Print the lines that run from the line with "M159,929L307,925" to the line with "M1083,1525L1414,1819", keeping both end lines, exactly as they appear in the entries below, and nothing else.
##### THE RECORDS #####
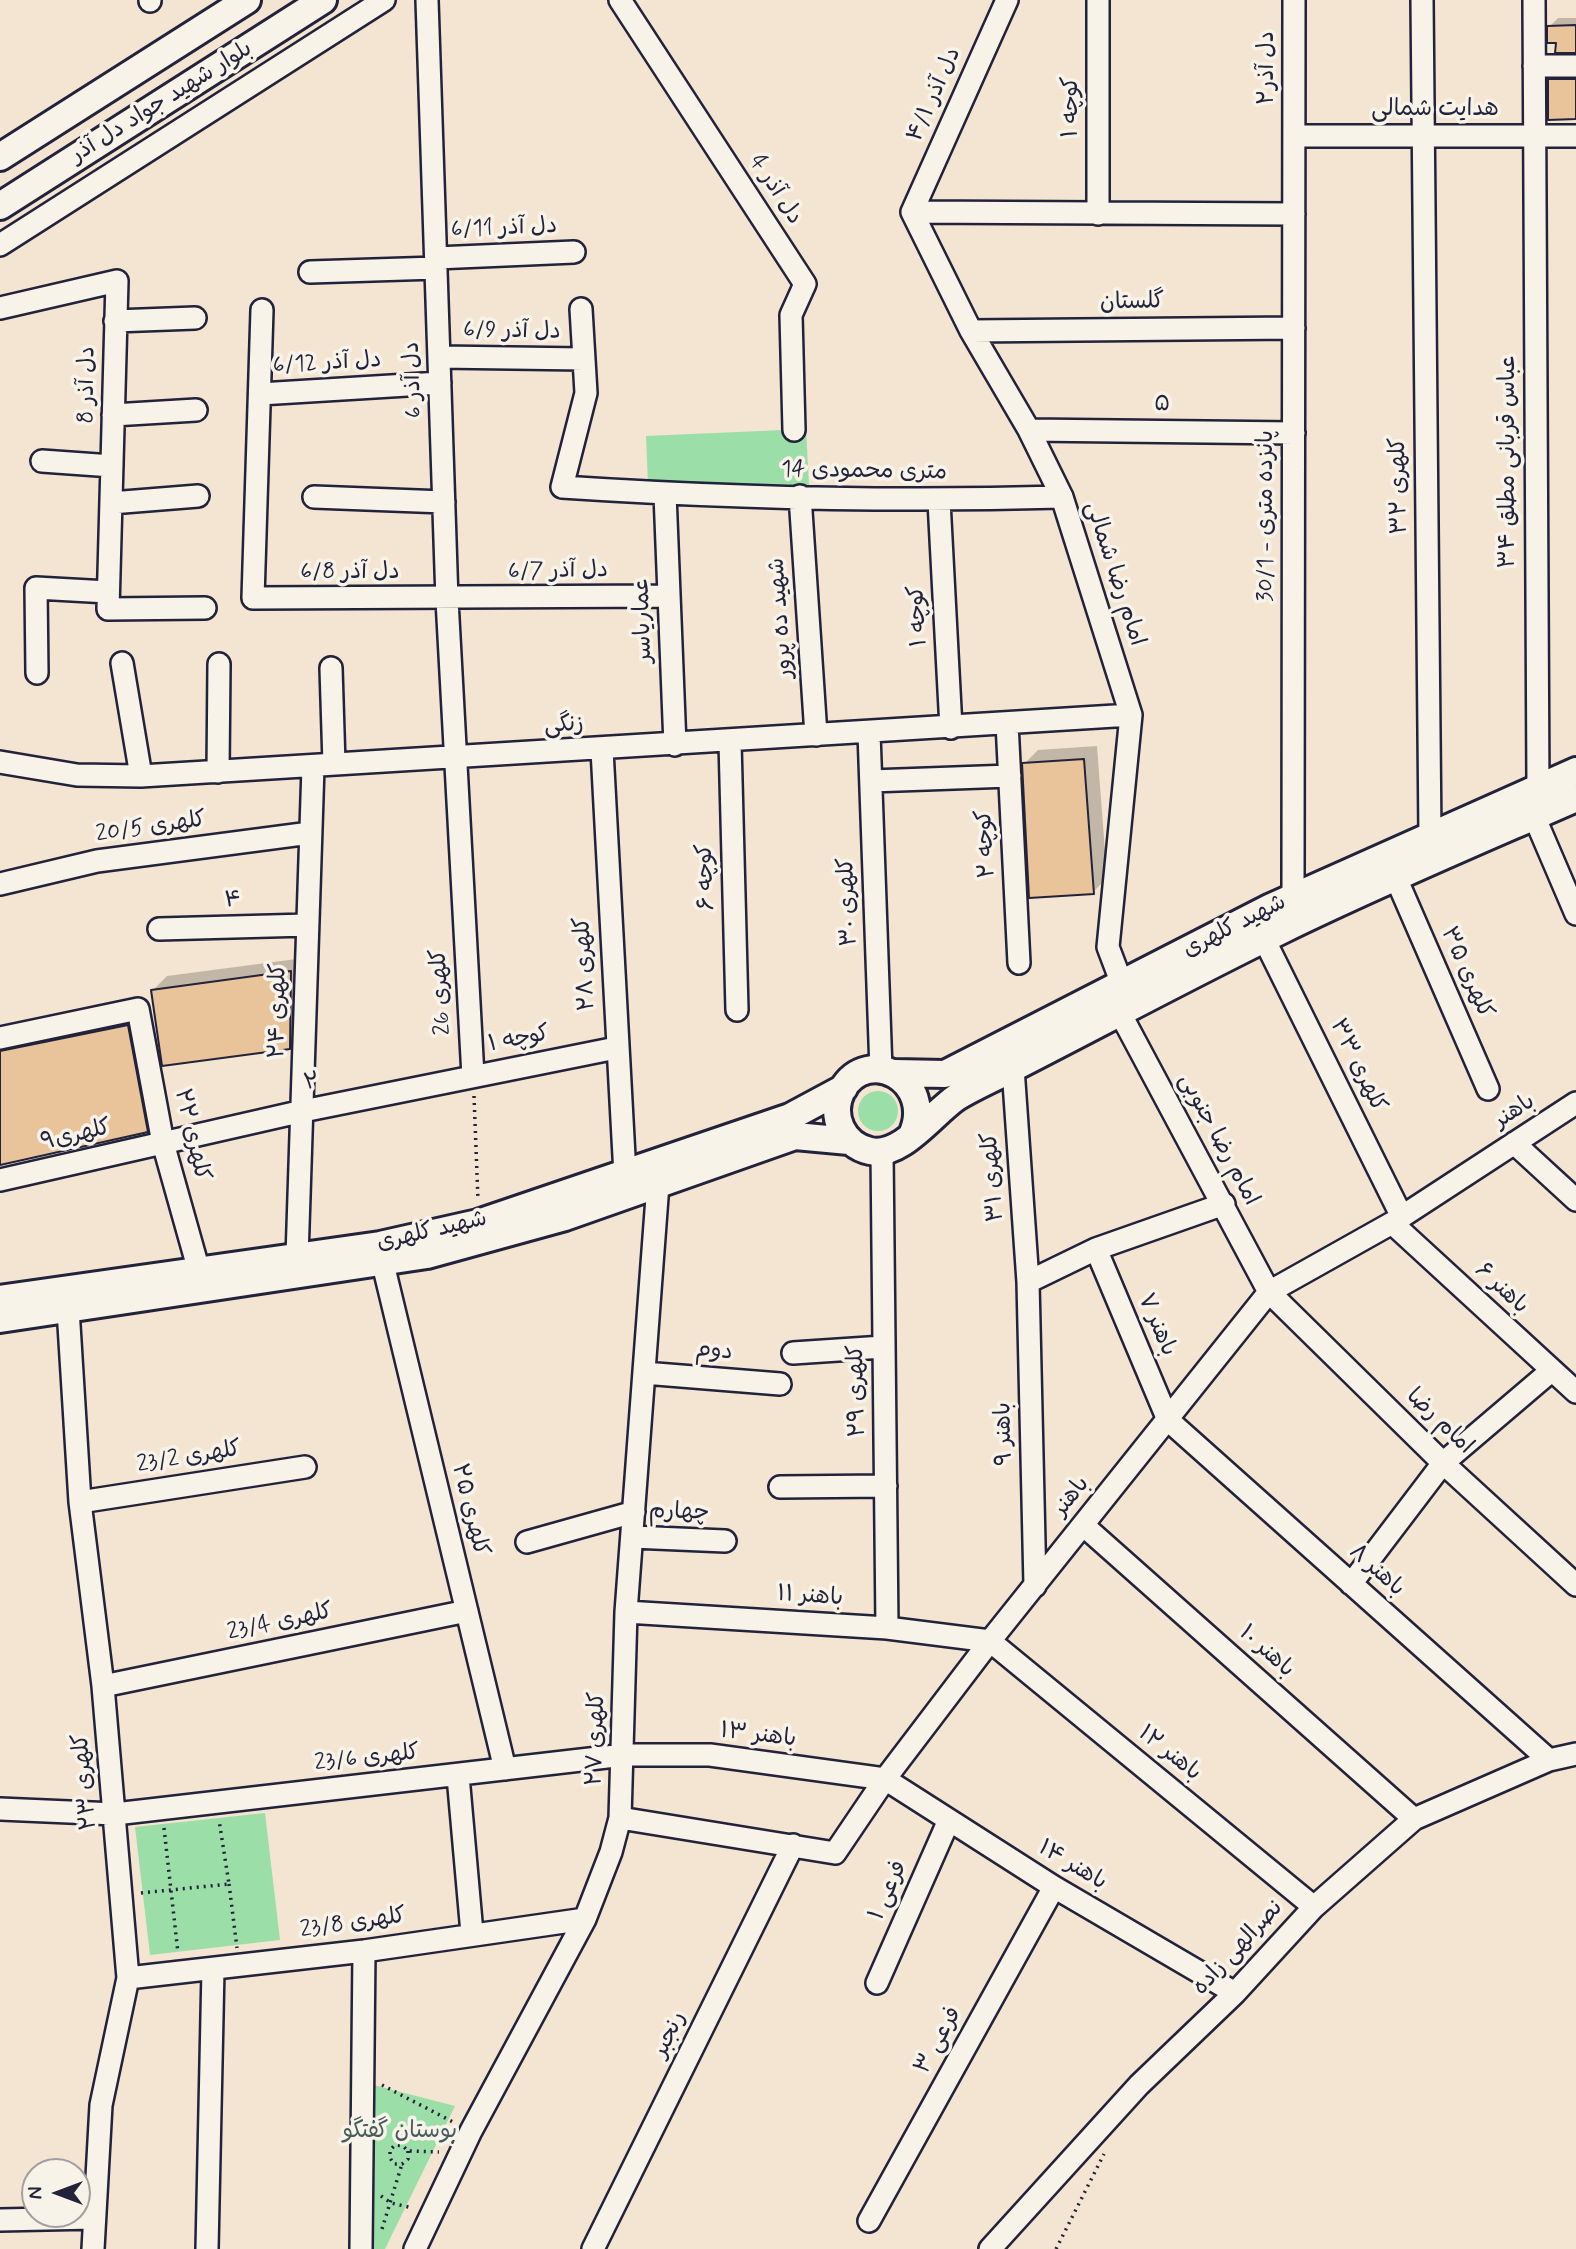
<!DOCTYPE html>
<meta charset="utf-8">
<style>
body{margin:0}
#map{position:relative;width:1576px;height:2249px;overflow:hidden;background:#f3e5d1;font-family:Mynerve,sans-serif}
canvas{display:block}
.north{position:absolute;left:21px;top:2158px;width:70px;height:70px;box-sizing:border-box;background:#f7f3e8;border:2px solid #a29fa3;border-radius:50%;rotate:270deg;font-size:19px;font-weight:700;line-height:28px;text-align:center;color:#22223b}
.north::after{content:'';display:block;margin:auto;width:24px;height:32px;background:#22223b;clip-path:polygon(50% 0,100% 100%,50% 72%,0 100%)}
</style>
<div id="map">
<canvas width="1576" height="2249"></canvas>
<div class="north">N</div>
</div>
<script>
const c = document.querySelector('canvas').getContext('2d');
c.lineJoin = 'round';
function fill(path, color) {
  c.fillStyle = color;
  c.fill(path, 'evenodd');
}
function strokePath(path, color, width, dash) {
  c.strokeStyle = color;
  c.lineWidth = width;
  c.lineCap = dash ? 'butt' : 'round';
  c.setLineDash(dash || []);
  c.stroke(path);
}
function label(font, color, halo, rows, align = 'center') {
  c.font = font + ' Mynerve,"Playpen Sans Arabic",sans-serif';
  c.lineWidth = 7;
  c.setLineDash([]);
  c.textBaseline = 'middle';
  c.strokeStyle = halo;
  c.fillStyle = color;
  for (const [text, x, y, turn = 0] of rows) {
    c.save();
    c.translate(x, y);
    c.rotate((+turn || 0) * Math.PI / 180);
    c.textAlign = isNaN(turn) ? turn : align;
    if (halo) c.strokeText(text, 0, 0);
    c.fillText(text, 0, 0);
    c.restore();
  }
}
fill(new Path2D(`
 M806,429L809,485L648,484L646,436Z
 M858 1111a20 20 0 1 1 40 0a20 20 0 1 1-40 0Z
 M265,1813L280,1940L150,1955L135,1827Z
 M362,2082L455,2106L385,2249H361Z`), '#9cdea8');
fill(new Path2D(`
 M1558,18H1576V52L1557,41L1549,27Z
 M1558,71H1576V117L1549,80Z
 M1097,746L1107,878L1093,892L1024,764L1038,750Z
 M304,958L303,1033L289,1047L153,990L167,976Z
 M134,1019L153,1124L147,1131L0,1163V1047Z`), '#0003');
const building = new Path2D(`
 M1576,25V53H1555L1556,43H1547V26Z
 M1548,79H1576V119L1548,120Z
 M1084,759L1094,894L1029,898L1022,763Z
 M291,971L290,1049L162,1066L151,990Z
 M128,1025L148,1132L0,1165V1051Z`);
fill(building, '#e9c49a');
strokePath(building, '#22223b', 2);
const minor = new Path2D(`
 M427,0L447,600L473,1076
 M620,0L805,284L791,315L794,430
 M1422,0L1430,835
 M1534,0L1538,788
 M150,1V0
 M1534,66H1576
 M1294,136H1576
 M912,212L971,331L1029,430L1062,497L1131,715L1108,947L1122,984
 M912,212L1294,214
 M912,212L1007,0
 M1098,214V0
 M0,245L384,0
 M436,258L574,252
 M310,272L436,268
 M0,308L117,281L108,609L205,608
 M581,309L586,393L562,487C728,498 895,502 1062,497
 M262,310L253,598L669,596
 M115,321L195,318
 M971,331L1294,328
 M439,357L584,359
 M260,394L440,383
 M113,415L196,410
 M1029,430L1294,433
 M42,461L112,466
 M665,494L675,745
 M800,496L816,735
 M314,497L444,502
 M939,501L951,728
 M111,503L198,496
 M122,663L141,776
 M331,668L334,764
 M37,673L36,588L108,592
 M1007,723L1019,963
 M869,733L881,1070
 M730,742L737,1010
 M602,750L625,1175
 M0,762L77,775L141,776L1131,715
 M218,772L219,664
 M871,781L1010,776
 M1534,816L1576,914
 M1396,878L1488,1089
 M0,884L97,861L310,833
 M1293,897L1294,0
 M159,929L307,925
 M1264,939L1402,1217
 M1120,1013L1269,1292L1443,1463L1576,1585
 M0,1038L138,1009L163,1143L199,1271
 M1013,1068L1028,1282L1035,1586
 M1514,1143L1576,1200
 M882,1152L887,1628
 M0,1180L303,1111L616,1048
 M1392,1223L1576,1392
 M1096,1249L1168,1420L1549,1760
 M297,1257L313,767
 M383,1264L505,1769
 M1028,1282L1096,1249L1224,1204
 M68,1309L80,1502L103,1686L128,1978L101,2105L93,2249
 M793,1353L883,1347
 M644,1373L780,1384
 M780,1487L886,1486
 M80,1502L305,1467
 M1083,1525L1414,1819
 M632,1537L725,1541
 M527,1542L634,1512
 M1351,1584L1443,1463L1551,1371
 M626,1612L887,1628L990,1641L1314,1907
 M103,1686L467,1611
 M458,1776L472,1933
 M0,1809L115,1814L624,1755H710L885,1779L1054,1887L1235,1993
 M620,1818L835,1853L885,1779L990,1641L1269,1292L1392,1223L1576,1103
 M128,1978L364,1951L585,1919
 M877,1983L949,1820
 M0,2220L94,2218
 M869,2221L1054,1887
 M207,2249L213,1969
 M361,2249L364,1951
 M415,2249L471,2131L585,1919L611,1852L620,1818L626,1612L658,1184
 M593,2249L793,1845
 M990,2249L1139,2085L1235,1993L1314,1907L1414,1819L1549,1760L1576,1754`);
const major = new Path2D(`
 M0,157L247,0
 M0,206L323,0
 M895,1073L945,1074L1271,907L1576,771
 M912,1135C936,1081 868,1044 842,1090C829,1116 843,1145 870,1151C901,1158 933,1113 957,1097C973,1087 992,1079 1009,1070C1099,1024 1190,975 1282,930C1378,883 1478,841 1576,798
 M0,1299L380,1245L478,1223L790,1117L844,1088
 M0,1319L427,1255L565,1217L795,1136L849,1141`);
strokePath(minor, '#22223b', 26);
strokePath(major, '#22223b', 32);
strokePath(new Path2D(`
 M474,1096L478,1200
 M164,1828L178,1953
 M229,1884L237,1948
 M141,1893L229,1884L219,1820
 M382,2085L453,2122
 M408,2151V2159L402,2164H394L390,2158V2150L395,2145L403,2146L408,2151L439,2152
 M381,2196L391,2203L413,2208
 M382,2229L402,2164
 M1056,2249L1104,2154`), '#22223b', 3.5, [2, 5]);
strokePath(minor, '#f7f3e8', 21);
strokePath(major, '#f7f3e8', 26);
label('23px', '#22223b', '#f7f3e8', [
 ["دل آذر۲",1268,68,-90],
 ["دل آذر ۴/۱",935,95,-66],
 ["بلوار شهید جواد دل آذر",162,103,-32],
 ["کوچه ۱",1072,107,-90],
 ["هدایت شمالی",1435,110],
 ["دل آذر 4",775,190,57],
 ["دل آذر 6/11",504,229,-2],
 ["گلستان",1132,303,-1],
 ["دل آذر 6/9",512,332,1],
 ["دل آذر 6/12",327,364,-3],
 ["دل آذر 6",414,380,-92],
 ["دل آذر 8",88,385,-89],
 ["۵",1162,405,1],
 ["عباس قربانی مطلق ۳۴",1509,462,-90],
 ["14 متری محمودی",864,472,1],
 ["کلهری ۳۲",1400,486,-91],
 ["30/1 - پانزده متری",1267,516,-90],
 ["دل آذر 6/7",558,572,-1],
 ["دل آذر 6/8",350,573],
 ["امام رضا شمالی",1114,574,72],
 ["۱ کوچه",919,616,-93],
 ["شهید ده پرور",782,618,-94],
 ["عماریاسر",644,620,-92],
 ["زنگی",564,726,-3],
 ["کلهری 20/5",151,828,-8],
 ["۲ کوچه",987,844,-93],
 ["۶ کوچه",707,877,-92],
 ["۴",233,901,-2],
 ["کلهری ۳۰",849,902,-92],
 ["شهید کلهری",1235,927,-27],
 ["کلهری ۲۸",586,964,-93],
 ["کلهری ۳۵",1466,973,66],
 ["کلهری 26",442,992,-93],
 ["کلهری ۲۴",279,1011,-89],
 ["۱ کوچه",519,1040,-11],
 ["کلهری ۳۳",1357,1066,64],
 ["۲",312,1083,-12],
 ["باهنر",1515,1112,-33],
 ["کلهری ۲۲",191,1135,77],
 ["کلهری۹",76,1136,-13],
 ["امام رضا جنوبی",1218,1140,62],
 ["کلهری ۳۱",994,1177,-94],
 ["شهید کلهری",432,1232,-13],
 ["باهنر ۶",1501,1289,43],
 ["باهنر ۷",1156,1325,67],
 ["دوم",714,1352,5],
 ["کلهری ۲۹",858,1391,-91],
 ["امام رضا",1439,1422,44],
 ["باهنر ۹",1005,1434,-91],
 ["کلهری 23/2",189,1458,-9],
 ["باهنر",1072,1497,-51],
 ["کلهری ۲۵",469,1510,76],
 ["چهارم",679,1513,2],
 ["باهنر ۸",1376,1571,42],
 ["باهنر ۱۱",810,1597,4],
 ["کلهری 23/4",280,1623,-12],
 ["باهنر ۱۰",1266,1652,42],
 ["باهنر ۱۳",758,1736,7],
 ["کلهری ۲۷",597,1739,-88],
 ["باهنر ۱۲",1169,1754,39],
 ["کلهری 23/6",367,1759,-6],
 ["کلهری ۲۳",86,1782,-95],
 ["باهنر ۱۴",1072,1866,31],
 ["فرعی ۱",889,1891,-66],
 ["کلهری 23/8",353,1924,-8],
 ["نصرالهی زاده",1239,1948,-47],
 ["رنجبر",670,2035,-64],
 ["فرعی ۳",939,2041,-61]
]);
label('23px', '#475a5c', '#f7f3e8', [
 ["بوستان گفتگو",400,2132]
]);
</script>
#####
§ ANSWER SECTION
 M159,929L307,925
 M1264,939L1402,1217
 M1120,1013L1269,1292L1443,1463L1576,1585
 M0,1038L138,1009L163,1143L199,1271
 M1013,1068L1028,1282L1035,1586
 M1514,1143L1576,1200
 M882,1152L887,1628
 M0,1180L303,1111L616,1048
 M1392,1223L1576,1392
 M1096,1249L1168,1420L1549,1760
 M297,1257L313,767
 M383,1264L505,1769
 M1028,1282L1096,1249L1224,1204
 M68,1309L80,1502L103,1686L128,1978L101,2105L93,2249
 M793,1353L883,1347
 M644,1373L780,1384
 M780,1487L886,1486
 M80,1502L305,1467
 M1083,1525L1414,1819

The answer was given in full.